● Assigned task: List all lines of the data that include the string "highway".

--*--

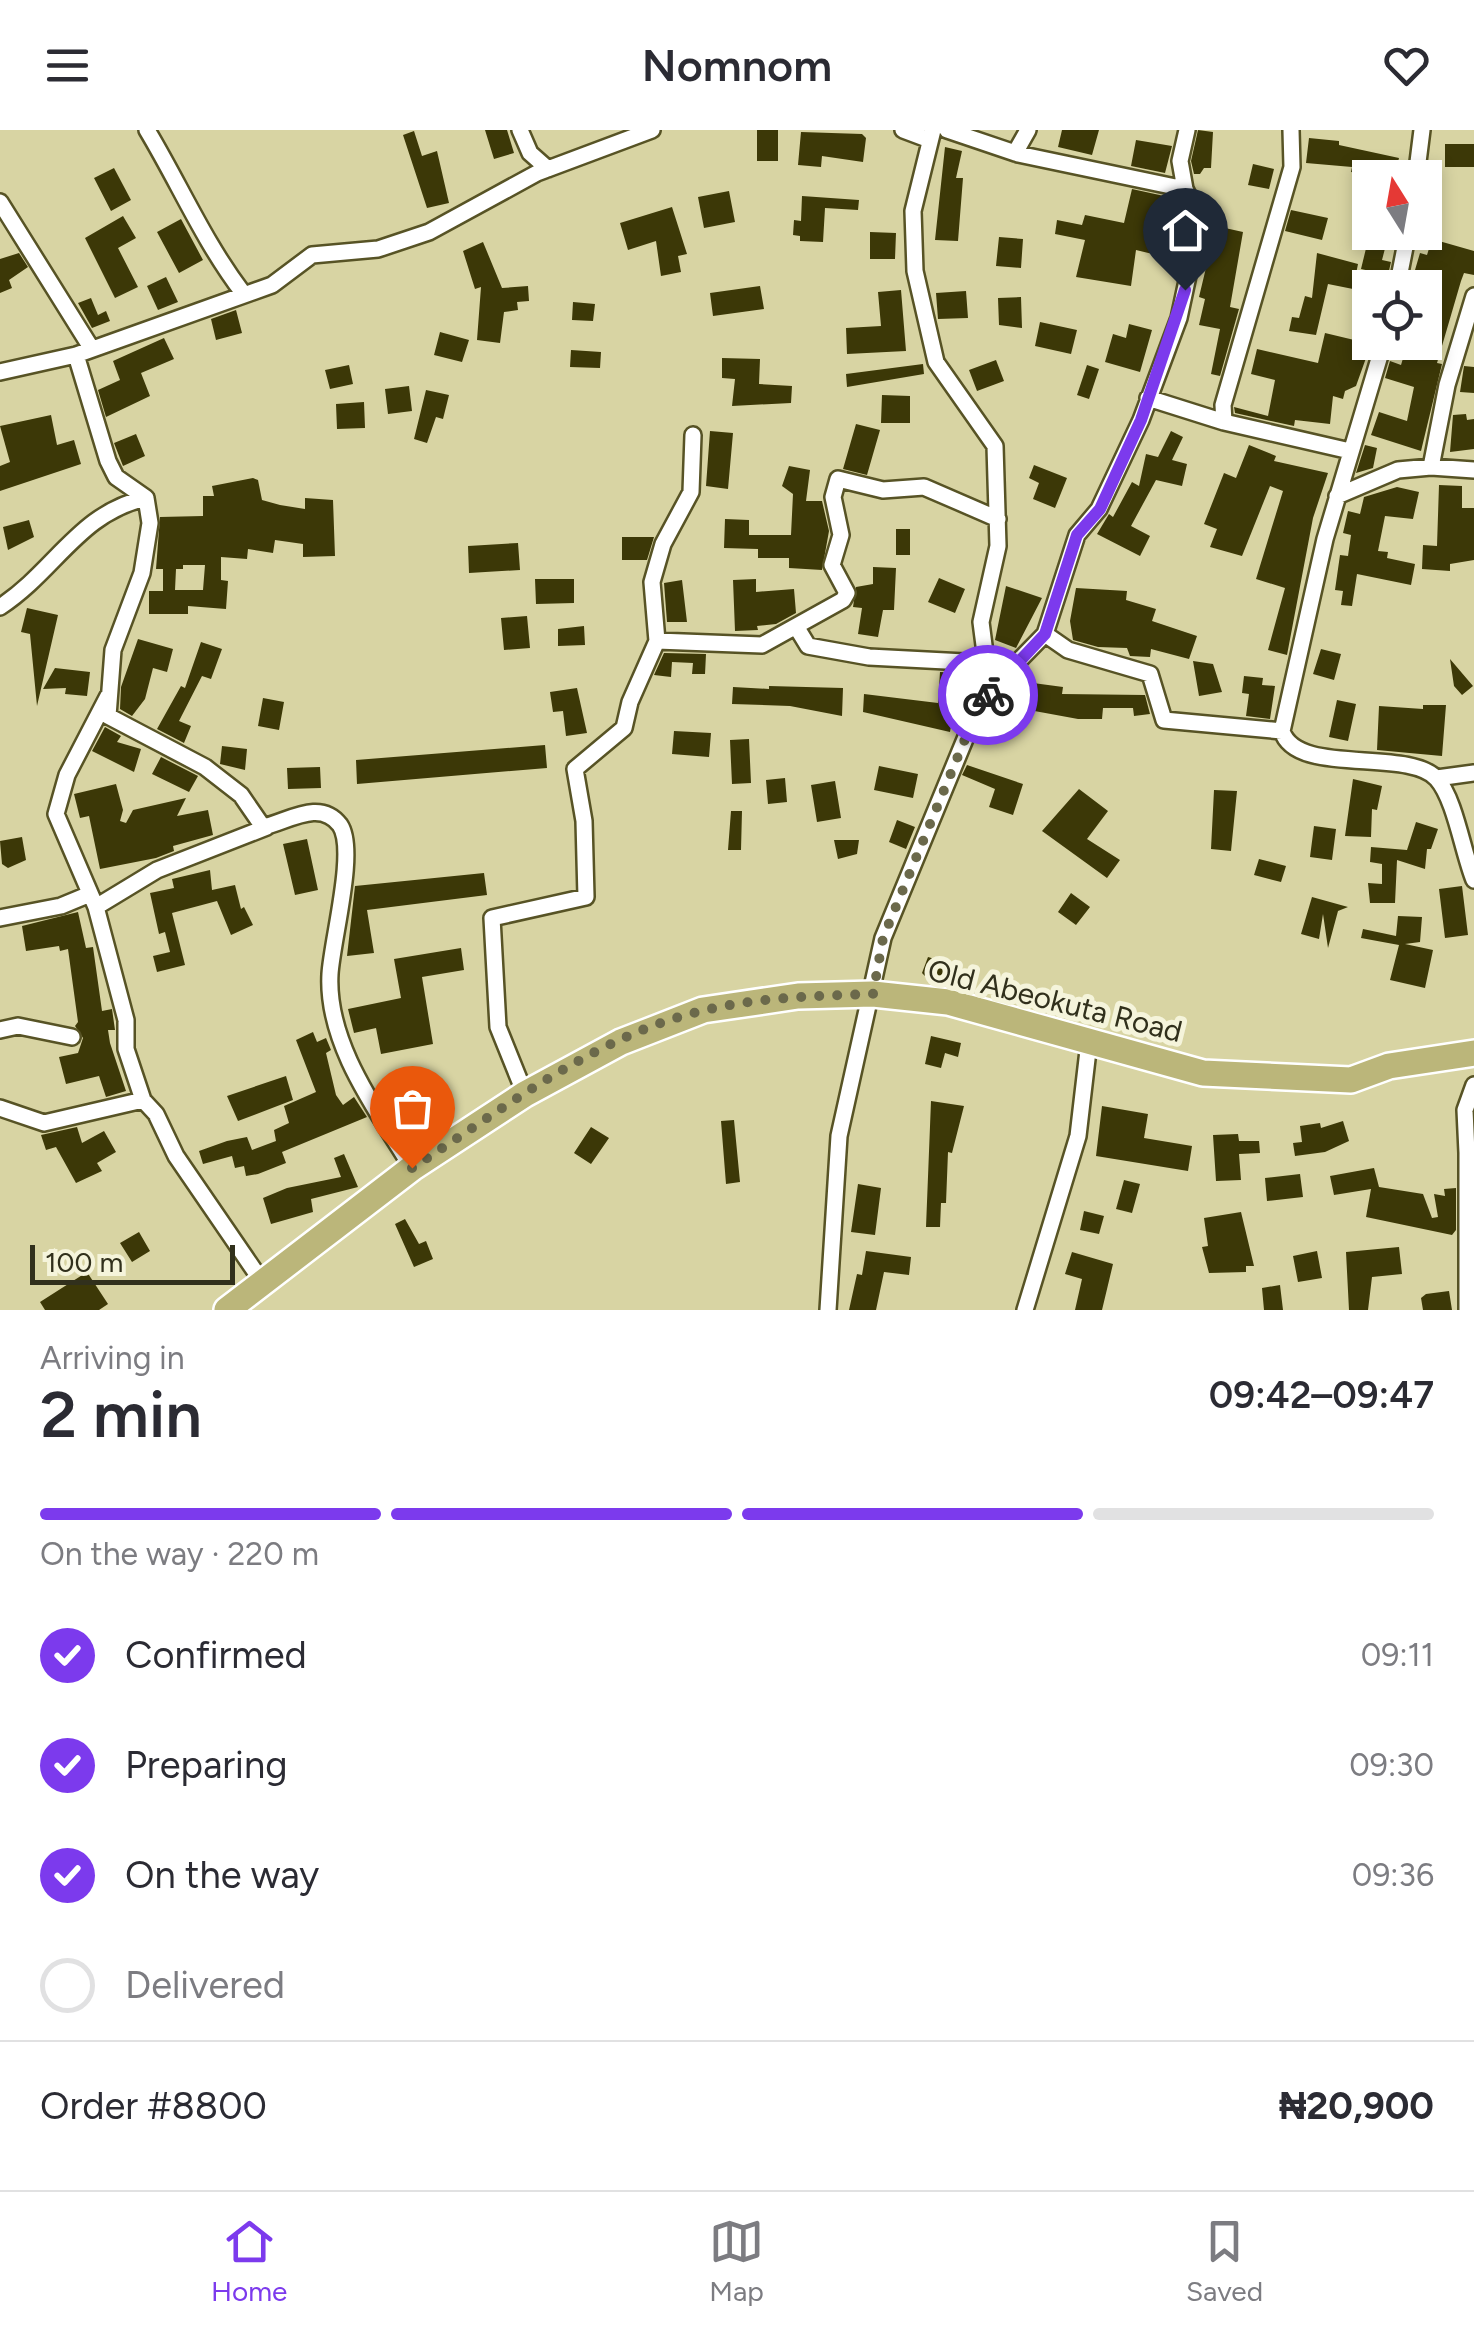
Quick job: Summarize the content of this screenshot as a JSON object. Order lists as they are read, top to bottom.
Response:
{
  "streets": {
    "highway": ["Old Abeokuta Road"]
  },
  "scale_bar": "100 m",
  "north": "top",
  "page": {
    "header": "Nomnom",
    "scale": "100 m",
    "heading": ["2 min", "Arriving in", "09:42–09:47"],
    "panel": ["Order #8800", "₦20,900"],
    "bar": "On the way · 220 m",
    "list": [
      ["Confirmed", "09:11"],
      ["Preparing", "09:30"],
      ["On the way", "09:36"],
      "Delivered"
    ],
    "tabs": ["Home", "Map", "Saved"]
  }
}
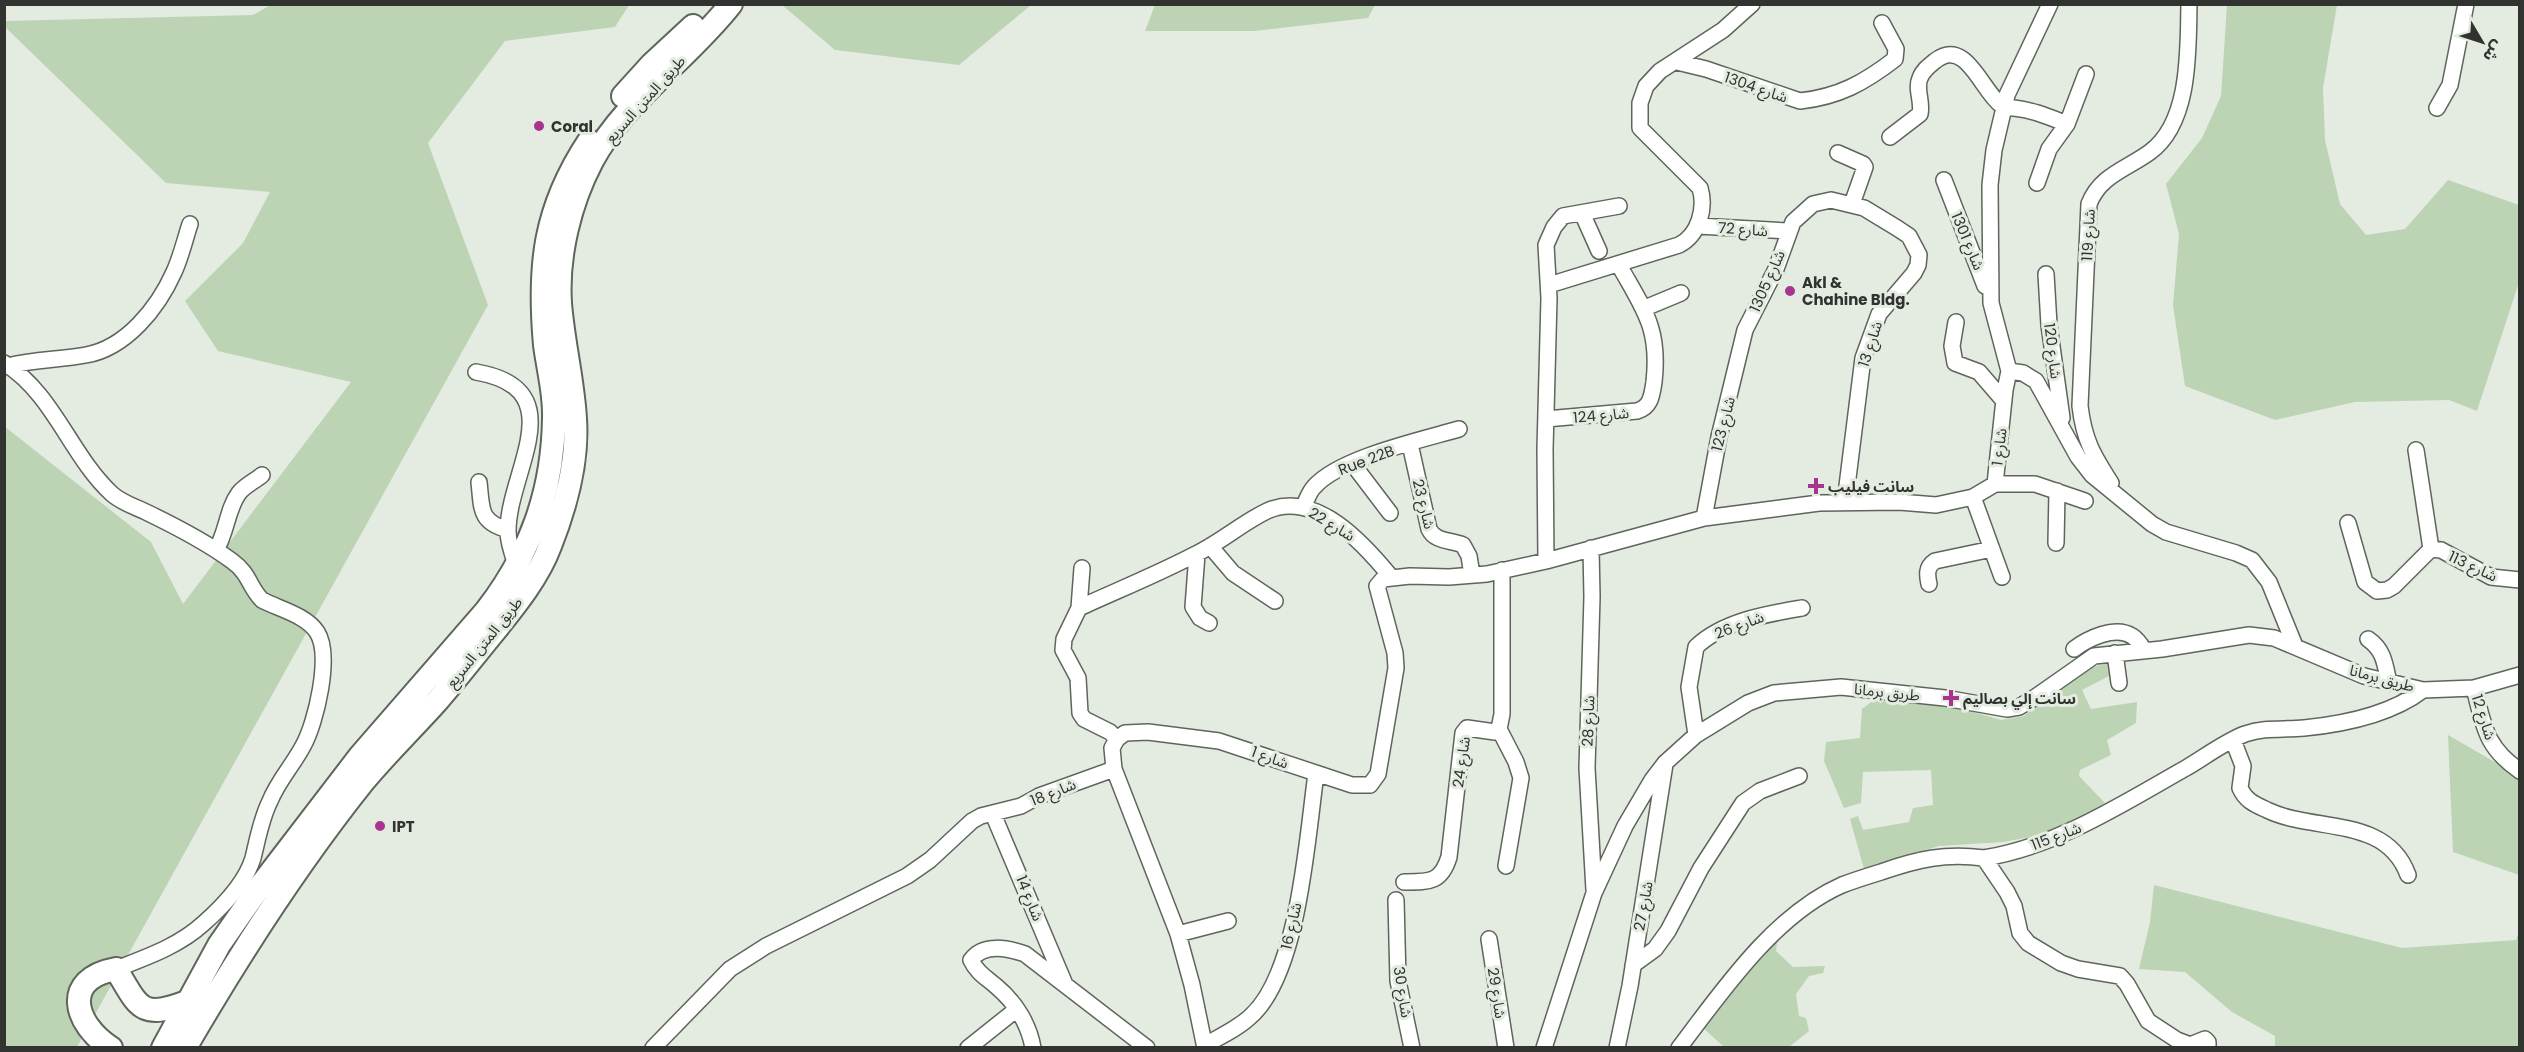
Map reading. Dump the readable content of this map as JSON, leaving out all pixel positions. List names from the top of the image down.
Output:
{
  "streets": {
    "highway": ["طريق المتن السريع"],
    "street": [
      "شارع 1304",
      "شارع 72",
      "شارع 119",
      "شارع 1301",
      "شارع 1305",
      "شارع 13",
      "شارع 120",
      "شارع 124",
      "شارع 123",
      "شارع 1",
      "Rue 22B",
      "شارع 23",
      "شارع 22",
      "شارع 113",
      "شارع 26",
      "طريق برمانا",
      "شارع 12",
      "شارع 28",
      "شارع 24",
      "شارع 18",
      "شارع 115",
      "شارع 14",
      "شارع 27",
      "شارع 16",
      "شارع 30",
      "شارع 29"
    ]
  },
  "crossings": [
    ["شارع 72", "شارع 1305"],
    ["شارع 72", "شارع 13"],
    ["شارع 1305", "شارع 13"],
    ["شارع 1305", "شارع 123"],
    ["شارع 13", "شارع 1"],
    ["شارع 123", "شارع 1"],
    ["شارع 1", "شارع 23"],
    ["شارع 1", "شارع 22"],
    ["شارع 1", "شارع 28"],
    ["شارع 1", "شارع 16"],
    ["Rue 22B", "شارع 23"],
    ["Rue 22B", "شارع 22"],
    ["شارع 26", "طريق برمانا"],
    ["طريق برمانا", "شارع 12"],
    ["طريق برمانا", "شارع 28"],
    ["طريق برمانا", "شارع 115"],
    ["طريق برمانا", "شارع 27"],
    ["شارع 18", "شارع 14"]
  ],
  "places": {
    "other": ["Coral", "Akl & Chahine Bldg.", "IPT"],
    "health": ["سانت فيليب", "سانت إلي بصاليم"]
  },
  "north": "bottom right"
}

--*--

● Answer space:
    "highway": ["Old Abeokuta Road"]
    "highway": ["طريق المتن السريع"],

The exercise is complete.